No matter what the case is, he stressed that as Missionaries of Mercy “we need to trust that the Lord will give us the grace and the proper words to say, the proper disposition, to hear and to welcome a repentant sinner back.”
However, he explained that the process of reconciliation involves more than just absolving the person, lifting the censure in place and then sending them on their way.
It also involves the question of “what’s going to happen now?” Fr. John Paul said, and compared the process to that of a person who's ill and needs healing from a doctor.
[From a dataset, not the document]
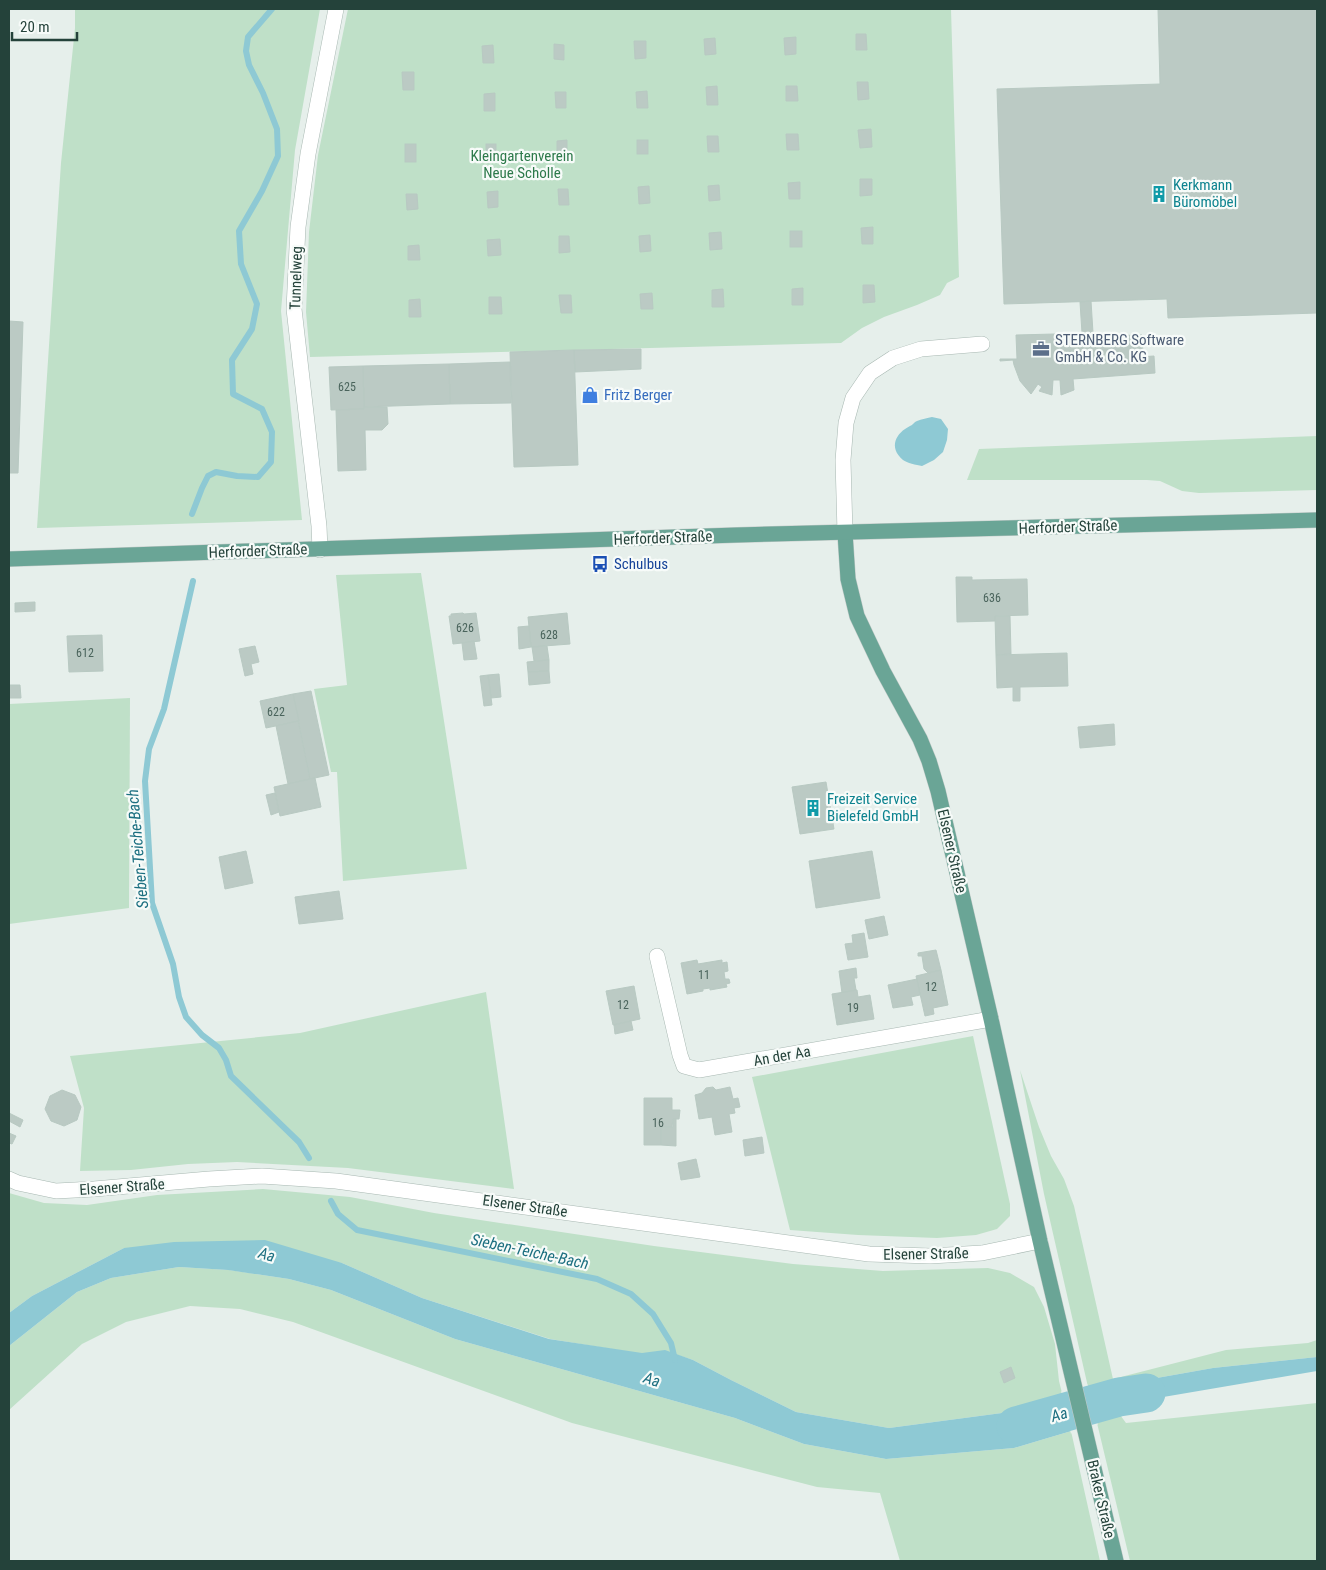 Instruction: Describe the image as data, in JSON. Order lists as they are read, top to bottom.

“We’re all sick on a spiritual level, we need God’s grace and healing, especially someone who’s in mortal sin,” he said, but noted that in dealing with doctors, some patients need more time and attention.
“So I think in some of these particular instances there’s going to be perhaps a more penitential path suggested in the confessional.”
For his part, Fr. Landry voiced his hope that his colleagues at the Holy See’s mission to the United Nations delegates from other nations would be able to find “a little spark of the mercy of the Lord” in him and in his role as a Missionary of Mercy during the jubilee.
This spark “is what everybody should be able to see in every priest who works, no matter what type of pastoral work they’re doing,” he said, adding that everything the Church does in one way or another is all about mercy.
“At the United Nations, the Holy See’s mission tries to share with the nations of the world the two thousand years’ worth of wisdom of the Church and her teaching on social issues,” he said, and expressed his hope that this mission would benefit from emphasis placed on mercy during the jubilee.